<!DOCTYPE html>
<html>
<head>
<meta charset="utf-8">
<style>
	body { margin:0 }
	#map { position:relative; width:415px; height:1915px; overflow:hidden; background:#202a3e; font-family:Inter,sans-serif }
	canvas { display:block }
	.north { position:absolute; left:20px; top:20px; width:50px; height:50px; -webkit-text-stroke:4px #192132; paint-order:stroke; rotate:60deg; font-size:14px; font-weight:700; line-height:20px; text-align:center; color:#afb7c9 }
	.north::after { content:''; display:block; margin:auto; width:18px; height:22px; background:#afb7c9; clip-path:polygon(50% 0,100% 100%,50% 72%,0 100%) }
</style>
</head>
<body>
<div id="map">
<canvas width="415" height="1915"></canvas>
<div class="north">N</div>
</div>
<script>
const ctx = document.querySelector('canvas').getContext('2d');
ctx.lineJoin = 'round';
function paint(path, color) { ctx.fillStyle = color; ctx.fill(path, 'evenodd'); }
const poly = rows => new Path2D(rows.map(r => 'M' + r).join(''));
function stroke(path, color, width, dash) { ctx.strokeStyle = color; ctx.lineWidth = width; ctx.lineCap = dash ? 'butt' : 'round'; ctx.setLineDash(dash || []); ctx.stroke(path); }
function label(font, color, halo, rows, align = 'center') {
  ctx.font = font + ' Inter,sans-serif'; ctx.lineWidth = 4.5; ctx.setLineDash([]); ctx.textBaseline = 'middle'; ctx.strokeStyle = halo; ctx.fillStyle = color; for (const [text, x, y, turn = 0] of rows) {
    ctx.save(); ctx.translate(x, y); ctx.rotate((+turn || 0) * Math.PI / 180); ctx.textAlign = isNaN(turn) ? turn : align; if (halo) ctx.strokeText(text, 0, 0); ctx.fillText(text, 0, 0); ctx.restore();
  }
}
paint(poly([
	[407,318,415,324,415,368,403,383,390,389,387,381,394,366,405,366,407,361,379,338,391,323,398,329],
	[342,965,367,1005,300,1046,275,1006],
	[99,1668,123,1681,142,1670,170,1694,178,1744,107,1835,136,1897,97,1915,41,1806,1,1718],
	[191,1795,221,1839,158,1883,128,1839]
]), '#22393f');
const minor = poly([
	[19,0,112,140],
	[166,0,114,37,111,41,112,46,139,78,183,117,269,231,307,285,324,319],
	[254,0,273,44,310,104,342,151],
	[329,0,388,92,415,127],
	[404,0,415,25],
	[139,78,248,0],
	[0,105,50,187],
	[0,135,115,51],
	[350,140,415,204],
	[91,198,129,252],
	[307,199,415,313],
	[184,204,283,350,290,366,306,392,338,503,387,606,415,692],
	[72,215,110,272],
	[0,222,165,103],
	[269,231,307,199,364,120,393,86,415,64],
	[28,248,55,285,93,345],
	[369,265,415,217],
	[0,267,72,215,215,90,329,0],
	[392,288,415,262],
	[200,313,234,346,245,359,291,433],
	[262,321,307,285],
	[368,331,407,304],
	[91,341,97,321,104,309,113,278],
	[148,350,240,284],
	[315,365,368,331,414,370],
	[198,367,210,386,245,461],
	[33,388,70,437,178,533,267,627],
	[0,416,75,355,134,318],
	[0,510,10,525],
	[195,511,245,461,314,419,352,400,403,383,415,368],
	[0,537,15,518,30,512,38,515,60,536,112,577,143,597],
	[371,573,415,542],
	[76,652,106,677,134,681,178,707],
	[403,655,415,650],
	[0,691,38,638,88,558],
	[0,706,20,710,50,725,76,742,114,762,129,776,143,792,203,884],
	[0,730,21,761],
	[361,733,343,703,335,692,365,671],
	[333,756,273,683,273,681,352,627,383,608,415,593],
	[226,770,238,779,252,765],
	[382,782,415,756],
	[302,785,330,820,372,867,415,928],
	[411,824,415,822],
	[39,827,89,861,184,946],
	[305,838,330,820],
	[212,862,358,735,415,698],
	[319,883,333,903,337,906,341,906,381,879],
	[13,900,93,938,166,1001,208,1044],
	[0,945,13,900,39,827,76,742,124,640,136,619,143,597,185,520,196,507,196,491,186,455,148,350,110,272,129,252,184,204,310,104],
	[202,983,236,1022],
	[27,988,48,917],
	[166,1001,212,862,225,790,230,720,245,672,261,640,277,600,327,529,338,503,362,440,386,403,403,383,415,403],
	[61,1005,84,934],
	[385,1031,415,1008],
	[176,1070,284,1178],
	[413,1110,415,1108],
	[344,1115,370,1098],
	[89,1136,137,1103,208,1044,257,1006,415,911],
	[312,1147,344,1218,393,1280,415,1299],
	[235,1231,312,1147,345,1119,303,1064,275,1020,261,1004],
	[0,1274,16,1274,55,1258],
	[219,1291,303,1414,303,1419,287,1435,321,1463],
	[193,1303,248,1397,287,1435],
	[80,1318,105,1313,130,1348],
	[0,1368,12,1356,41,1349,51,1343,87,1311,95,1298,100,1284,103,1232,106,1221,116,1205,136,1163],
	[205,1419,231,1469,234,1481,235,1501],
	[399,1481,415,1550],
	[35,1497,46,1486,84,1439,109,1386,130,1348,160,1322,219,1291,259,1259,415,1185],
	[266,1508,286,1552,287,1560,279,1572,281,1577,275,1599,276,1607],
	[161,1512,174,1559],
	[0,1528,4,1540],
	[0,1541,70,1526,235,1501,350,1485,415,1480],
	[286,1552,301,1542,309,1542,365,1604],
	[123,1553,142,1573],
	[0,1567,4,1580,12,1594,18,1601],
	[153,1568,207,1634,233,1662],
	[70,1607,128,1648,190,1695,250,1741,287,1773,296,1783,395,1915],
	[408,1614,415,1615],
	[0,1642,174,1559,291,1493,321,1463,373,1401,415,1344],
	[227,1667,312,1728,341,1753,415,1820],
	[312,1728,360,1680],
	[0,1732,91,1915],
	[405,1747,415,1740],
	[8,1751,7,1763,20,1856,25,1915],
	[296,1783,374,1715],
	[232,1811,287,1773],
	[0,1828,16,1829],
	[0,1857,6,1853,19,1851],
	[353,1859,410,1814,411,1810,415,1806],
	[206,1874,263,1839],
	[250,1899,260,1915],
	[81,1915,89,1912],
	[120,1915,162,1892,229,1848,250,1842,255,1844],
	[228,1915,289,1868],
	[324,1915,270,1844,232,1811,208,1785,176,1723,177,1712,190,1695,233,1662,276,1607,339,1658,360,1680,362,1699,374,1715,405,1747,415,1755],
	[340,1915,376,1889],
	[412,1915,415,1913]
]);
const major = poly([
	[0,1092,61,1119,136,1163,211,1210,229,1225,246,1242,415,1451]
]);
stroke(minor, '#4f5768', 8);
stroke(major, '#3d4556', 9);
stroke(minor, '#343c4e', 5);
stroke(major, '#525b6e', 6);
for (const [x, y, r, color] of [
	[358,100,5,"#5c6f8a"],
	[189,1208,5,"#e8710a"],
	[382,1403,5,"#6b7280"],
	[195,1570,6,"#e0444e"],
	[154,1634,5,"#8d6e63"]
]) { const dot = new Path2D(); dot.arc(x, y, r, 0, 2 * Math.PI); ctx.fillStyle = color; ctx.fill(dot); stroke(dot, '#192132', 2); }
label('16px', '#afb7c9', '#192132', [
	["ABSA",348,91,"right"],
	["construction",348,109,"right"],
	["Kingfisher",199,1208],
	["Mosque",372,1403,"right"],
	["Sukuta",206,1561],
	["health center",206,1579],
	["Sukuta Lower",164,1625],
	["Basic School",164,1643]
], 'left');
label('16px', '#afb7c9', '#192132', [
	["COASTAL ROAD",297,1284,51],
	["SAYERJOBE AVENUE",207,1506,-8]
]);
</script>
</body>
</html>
* * *
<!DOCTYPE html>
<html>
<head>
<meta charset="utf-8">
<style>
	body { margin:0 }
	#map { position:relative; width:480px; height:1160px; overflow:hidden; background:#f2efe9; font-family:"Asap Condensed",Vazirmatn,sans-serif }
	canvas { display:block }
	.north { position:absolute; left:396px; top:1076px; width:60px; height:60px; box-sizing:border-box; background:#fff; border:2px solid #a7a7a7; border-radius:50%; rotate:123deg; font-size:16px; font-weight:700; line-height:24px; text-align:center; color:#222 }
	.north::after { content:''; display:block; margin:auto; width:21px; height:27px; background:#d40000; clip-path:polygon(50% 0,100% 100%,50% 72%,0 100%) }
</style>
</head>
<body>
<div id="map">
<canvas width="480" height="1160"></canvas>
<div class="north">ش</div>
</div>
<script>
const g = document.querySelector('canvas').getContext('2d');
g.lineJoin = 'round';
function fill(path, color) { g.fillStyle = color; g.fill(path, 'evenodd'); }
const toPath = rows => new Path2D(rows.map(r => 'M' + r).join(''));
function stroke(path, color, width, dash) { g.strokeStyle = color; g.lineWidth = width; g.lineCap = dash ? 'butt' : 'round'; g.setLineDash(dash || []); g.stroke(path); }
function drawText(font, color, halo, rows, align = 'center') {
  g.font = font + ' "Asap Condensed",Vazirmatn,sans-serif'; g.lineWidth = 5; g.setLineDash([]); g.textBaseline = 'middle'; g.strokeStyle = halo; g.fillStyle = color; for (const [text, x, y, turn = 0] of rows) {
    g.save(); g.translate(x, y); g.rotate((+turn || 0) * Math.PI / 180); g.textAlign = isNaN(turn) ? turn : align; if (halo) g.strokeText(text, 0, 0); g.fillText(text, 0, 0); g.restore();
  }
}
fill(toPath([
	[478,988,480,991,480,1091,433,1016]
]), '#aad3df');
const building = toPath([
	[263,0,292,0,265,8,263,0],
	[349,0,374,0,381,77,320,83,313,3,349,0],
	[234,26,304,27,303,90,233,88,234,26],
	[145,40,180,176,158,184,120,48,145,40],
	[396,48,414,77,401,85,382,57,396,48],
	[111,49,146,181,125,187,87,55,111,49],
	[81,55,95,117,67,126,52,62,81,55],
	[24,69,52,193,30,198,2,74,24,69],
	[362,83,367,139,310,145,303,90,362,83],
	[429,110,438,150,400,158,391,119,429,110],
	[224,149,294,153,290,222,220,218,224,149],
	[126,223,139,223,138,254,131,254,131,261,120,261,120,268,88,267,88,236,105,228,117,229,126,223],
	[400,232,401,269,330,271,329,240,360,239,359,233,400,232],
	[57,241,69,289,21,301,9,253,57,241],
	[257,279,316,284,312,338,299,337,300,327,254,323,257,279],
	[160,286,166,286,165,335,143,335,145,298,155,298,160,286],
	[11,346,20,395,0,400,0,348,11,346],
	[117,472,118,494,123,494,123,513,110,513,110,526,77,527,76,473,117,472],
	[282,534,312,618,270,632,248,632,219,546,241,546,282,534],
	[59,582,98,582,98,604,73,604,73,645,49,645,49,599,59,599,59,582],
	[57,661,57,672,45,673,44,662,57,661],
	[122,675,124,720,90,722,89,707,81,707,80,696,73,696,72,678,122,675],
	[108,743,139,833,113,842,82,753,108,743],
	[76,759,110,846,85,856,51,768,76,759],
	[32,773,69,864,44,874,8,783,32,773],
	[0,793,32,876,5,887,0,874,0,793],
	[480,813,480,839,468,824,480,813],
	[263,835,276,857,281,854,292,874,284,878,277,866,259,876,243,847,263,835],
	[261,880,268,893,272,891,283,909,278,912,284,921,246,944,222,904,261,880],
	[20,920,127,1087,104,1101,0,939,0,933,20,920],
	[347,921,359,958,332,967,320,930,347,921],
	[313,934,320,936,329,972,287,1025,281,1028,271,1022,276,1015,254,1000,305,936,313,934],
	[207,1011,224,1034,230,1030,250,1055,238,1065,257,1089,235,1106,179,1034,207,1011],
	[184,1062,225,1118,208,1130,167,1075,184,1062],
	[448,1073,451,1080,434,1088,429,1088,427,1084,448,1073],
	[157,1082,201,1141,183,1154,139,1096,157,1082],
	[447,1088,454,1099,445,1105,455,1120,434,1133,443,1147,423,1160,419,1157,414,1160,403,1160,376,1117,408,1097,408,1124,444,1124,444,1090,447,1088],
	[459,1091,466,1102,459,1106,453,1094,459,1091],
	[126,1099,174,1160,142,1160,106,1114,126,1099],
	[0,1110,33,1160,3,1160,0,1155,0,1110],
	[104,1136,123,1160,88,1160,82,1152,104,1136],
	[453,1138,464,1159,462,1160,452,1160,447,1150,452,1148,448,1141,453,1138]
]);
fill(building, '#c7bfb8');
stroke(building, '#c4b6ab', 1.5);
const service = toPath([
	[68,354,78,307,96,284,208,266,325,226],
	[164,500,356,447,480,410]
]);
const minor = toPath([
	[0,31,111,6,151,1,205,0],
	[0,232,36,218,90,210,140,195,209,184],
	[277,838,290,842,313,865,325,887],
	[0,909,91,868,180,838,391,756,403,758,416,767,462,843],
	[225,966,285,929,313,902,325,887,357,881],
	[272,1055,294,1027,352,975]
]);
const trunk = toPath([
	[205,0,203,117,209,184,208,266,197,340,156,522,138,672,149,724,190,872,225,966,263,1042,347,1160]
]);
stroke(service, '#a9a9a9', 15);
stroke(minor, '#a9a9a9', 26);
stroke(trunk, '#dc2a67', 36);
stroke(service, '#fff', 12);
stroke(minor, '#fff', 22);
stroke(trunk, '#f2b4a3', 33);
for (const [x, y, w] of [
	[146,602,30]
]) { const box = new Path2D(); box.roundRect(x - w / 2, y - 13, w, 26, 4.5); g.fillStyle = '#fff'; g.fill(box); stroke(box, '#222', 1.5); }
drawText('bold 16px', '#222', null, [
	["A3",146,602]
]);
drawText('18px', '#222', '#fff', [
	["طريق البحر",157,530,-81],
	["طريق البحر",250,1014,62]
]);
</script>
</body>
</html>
...
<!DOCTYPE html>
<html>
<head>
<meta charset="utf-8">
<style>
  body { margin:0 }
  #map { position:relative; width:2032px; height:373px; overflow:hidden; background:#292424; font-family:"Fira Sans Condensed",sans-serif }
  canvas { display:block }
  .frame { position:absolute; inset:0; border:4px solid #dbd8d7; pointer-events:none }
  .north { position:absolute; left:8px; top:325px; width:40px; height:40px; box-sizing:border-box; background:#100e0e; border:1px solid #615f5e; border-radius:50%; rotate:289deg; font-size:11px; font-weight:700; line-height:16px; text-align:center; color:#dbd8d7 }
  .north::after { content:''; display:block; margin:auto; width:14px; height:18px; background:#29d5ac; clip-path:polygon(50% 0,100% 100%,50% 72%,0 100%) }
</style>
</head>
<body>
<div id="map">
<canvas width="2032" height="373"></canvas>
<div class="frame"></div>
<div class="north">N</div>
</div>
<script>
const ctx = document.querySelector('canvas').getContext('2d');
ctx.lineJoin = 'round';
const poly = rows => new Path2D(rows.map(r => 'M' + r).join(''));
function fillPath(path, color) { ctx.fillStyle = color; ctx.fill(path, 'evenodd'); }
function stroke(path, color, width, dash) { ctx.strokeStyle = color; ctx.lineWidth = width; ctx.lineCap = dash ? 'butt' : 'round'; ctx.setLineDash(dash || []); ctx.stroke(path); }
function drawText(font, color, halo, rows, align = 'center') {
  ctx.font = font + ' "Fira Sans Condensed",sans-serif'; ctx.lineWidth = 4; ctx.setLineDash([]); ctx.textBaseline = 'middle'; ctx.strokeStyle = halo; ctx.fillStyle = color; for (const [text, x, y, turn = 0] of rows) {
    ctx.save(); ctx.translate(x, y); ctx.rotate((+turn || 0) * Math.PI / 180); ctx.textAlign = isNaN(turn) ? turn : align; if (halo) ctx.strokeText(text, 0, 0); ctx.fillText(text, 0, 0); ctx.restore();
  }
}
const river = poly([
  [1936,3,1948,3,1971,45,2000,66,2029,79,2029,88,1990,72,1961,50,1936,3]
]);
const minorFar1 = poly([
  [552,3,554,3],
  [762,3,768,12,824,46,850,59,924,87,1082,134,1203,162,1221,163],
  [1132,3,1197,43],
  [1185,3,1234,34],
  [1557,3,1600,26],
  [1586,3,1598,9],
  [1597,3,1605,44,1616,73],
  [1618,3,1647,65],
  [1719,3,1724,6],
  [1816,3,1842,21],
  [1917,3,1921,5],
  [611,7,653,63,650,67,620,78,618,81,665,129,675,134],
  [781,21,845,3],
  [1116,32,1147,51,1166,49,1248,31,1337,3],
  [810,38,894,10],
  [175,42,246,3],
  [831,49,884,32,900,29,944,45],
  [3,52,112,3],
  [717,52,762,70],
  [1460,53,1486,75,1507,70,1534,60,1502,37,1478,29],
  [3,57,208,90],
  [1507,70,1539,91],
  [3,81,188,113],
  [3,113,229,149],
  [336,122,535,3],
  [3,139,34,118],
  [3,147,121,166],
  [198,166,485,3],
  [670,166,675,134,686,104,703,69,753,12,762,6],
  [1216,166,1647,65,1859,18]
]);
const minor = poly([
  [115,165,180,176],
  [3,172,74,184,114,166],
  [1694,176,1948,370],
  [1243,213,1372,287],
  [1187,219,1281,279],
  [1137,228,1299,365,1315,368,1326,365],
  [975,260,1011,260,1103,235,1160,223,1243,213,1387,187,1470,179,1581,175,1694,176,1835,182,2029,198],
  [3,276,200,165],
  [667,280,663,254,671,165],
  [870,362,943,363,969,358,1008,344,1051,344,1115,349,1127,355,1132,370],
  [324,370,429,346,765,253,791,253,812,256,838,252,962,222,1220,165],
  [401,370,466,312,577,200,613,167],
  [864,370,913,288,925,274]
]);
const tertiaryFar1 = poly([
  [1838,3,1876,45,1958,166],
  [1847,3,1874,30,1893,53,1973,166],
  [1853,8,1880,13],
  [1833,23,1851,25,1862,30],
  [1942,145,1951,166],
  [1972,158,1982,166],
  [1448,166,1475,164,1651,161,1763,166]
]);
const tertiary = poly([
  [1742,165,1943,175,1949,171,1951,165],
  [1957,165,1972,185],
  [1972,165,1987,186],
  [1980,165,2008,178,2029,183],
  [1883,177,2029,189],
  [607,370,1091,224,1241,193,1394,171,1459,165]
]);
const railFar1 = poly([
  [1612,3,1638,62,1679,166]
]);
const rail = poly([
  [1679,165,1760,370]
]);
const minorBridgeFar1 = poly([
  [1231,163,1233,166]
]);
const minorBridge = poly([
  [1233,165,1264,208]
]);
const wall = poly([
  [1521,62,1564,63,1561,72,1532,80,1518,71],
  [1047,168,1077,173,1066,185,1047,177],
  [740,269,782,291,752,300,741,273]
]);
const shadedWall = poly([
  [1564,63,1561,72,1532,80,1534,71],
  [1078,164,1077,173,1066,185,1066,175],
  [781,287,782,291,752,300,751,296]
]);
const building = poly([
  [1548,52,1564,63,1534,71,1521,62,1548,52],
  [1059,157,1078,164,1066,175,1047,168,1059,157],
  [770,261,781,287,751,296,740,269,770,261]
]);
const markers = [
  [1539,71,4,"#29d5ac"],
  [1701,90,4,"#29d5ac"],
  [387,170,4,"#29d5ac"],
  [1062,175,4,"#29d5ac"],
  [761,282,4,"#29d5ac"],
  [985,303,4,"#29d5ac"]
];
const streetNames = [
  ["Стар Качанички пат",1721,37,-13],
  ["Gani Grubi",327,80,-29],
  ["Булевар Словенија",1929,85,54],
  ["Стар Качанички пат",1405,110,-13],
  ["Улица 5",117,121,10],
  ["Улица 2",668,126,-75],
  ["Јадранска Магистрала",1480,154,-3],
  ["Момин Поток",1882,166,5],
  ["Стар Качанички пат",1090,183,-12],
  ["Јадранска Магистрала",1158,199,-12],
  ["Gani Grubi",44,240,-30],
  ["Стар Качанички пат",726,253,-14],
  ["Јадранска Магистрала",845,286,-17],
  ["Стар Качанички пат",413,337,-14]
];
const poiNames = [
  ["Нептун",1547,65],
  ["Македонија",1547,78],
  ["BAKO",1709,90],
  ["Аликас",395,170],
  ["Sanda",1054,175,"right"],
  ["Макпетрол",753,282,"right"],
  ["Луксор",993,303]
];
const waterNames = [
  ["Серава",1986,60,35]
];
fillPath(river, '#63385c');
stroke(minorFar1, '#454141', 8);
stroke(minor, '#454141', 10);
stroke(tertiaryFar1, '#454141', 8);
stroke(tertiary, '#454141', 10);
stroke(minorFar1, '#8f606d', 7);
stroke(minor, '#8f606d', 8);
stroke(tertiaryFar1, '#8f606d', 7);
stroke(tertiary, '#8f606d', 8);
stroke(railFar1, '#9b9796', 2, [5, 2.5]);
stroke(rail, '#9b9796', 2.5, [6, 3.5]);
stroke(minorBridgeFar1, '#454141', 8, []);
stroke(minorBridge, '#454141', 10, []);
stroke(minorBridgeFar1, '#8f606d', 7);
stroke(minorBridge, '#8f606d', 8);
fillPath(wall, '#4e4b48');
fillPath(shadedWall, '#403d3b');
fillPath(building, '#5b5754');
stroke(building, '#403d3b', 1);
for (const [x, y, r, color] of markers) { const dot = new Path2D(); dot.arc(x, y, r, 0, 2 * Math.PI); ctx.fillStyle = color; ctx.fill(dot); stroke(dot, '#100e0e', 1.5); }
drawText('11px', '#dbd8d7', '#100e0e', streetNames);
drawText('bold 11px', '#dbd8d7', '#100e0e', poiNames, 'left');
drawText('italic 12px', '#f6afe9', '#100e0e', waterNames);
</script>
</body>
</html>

TASK STATEMENT
Go through the entries above, and wherever a line holds the word "middle", copy that line.

FINISHED TASK
  ctx.font = font + ' Inter,sans-serif'; ctx.lineWidth = 4.5; ctx.setLineDash([]); ctx.textBaseline = 'middle'; ctx.strokeStyle = halo; ctx.fillStyle = color; for (const [text, x, y, turn = 0] of rows) {
  g.font = font + ' "Asap Condensed",Vazirmatn,sans-serif'; g.lineWidth = 5; g.setLineDash([]); g.textBaseline = 'middle'; g.strokeStyle = halo; g.fillStyle = color; for (const [text, x, y, turn = 0] of rows) {
  ctx.font = font + ' "Fira Sans Condensed",sans-serif'; ctx.lineWidth = 4; ctx.setLineDash([]); ctx.textBaseline = 'middle'; ctx.strokeStyle = halo; ctx.fillStyle = color; for (const [text, x, y, turn = 0] of rows) {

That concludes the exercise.